# Very small show brag from Enderby



## Schimmel (May 17, 2008)

Haven't been around since Saturday really due to the show on Sunday and then the catching up to do today, and I'm still behind <sigh> but hopefully towards the middle of the week things will be normal and I can start posting again and continue to bore you lol.

Anyway, we took Kamora and Nocino to the TickedTICA show in Enderby today. Kamora was a "bridesmaid" again all day bless her. Despite gaining maximum points in each ring, she didn't make any Finals.

As for Nocino, well...................we are thrilled to say that she will now officially be known as *Champion Schimmel Shesanightmare*     Nocino is out of Schimmel True Blue X Champion Schimmel Shesadream. The timing could not have been better as Nocino is having a honeymoon with Ashanti (aka Double Grand Champion Schimmel Stripe It Lucky) this week. 

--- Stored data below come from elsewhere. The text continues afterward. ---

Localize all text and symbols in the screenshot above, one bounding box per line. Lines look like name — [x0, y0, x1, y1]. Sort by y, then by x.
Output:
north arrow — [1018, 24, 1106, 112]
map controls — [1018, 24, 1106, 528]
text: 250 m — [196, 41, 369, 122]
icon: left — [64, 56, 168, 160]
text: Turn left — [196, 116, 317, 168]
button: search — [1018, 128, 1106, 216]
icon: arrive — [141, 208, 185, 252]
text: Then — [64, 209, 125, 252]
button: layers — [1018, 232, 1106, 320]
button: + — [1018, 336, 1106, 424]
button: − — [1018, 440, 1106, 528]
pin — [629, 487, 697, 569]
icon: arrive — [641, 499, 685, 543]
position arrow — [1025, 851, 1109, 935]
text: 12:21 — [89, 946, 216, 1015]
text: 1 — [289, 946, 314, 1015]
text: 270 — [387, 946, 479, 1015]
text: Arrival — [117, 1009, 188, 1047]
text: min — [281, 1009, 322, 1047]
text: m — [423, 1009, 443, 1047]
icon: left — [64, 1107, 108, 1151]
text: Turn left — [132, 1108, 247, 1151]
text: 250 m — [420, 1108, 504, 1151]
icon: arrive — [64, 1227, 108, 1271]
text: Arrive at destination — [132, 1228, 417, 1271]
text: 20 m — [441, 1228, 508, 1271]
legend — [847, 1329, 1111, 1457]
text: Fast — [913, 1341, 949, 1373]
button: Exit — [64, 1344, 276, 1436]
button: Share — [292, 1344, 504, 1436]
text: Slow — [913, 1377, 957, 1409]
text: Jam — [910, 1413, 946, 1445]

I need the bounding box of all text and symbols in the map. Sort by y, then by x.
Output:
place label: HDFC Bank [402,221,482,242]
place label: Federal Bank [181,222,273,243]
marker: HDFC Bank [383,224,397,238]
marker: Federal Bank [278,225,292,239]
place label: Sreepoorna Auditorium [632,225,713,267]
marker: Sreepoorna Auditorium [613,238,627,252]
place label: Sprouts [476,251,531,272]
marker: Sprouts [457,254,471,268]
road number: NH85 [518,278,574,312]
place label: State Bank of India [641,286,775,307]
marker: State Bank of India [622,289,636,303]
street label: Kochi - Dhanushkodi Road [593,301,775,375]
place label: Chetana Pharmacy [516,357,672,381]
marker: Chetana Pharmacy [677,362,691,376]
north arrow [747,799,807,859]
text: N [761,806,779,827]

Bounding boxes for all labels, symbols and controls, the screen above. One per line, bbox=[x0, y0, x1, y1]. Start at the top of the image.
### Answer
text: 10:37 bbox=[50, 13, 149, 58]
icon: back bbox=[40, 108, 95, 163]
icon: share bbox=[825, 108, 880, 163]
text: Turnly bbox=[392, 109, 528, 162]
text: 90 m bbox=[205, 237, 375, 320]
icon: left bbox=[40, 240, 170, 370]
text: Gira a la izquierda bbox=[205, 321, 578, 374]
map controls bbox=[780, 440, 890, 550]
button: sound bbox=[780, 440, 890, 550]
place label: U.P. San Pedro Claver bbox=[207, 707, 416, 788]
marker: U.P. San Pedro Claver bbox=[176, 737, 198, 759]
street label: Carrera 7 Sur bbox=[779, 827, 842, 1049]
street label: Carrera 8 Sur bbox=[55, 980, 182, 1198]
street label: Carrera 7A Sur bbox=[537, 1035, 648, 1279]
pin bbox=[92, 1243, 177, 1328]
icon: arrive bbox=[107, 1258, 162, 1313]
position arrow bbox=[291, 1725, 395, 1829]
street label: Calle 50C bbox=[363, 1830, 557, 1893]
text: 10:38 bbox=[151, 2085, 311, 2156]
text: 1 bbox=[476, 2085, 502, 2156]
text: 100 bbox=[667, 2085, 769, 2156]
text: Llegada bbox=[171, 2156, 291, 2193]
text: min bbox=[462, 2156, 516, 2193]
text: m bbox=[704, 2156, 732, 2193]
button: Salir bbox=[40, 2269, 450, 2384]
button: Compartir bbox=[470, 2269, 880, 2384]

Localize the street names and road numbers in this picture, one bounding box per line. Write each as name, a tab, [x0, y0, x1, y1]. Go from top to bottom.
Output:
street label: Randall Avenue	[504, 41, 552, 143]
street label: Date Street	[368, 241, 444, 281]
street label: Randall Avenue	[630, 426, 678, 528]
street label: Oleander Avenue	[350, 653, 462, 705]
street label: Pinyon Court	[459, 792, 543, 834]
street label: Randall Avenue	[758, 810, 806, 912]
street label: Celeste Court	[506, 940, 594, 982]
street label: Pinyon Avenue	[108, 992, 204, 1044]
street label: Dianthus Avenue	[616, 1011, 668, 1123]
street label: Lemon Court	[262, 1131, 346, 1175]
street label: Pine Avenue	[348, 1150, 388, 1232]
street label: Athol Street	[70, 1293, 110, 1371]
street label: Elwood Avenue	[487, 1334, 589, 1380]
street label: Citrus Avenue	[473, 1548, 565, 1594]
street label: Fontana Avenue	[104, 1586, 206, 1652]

It was fantastic to see May and Heathcliff (Kelly's OH) again, as well as to meet Karen (?) who owns the stunning Gizmo bred by May. Karen very kindly allowed me to have some cuddles with Gizmo and that boy will go far I tell you. He is a credit to May's breeding  Ross's girl Gaia (sp?) is a beautiful, beautiful Lynx Point, wonderfully balanced and incredibly pretty.

May will confirm that both our girls were angels today, I have never seen them so well behaved and I'm incredibly proud of them both 

Anyway, it was a great day, can't wait for the next TICA show  and here are the girl's..........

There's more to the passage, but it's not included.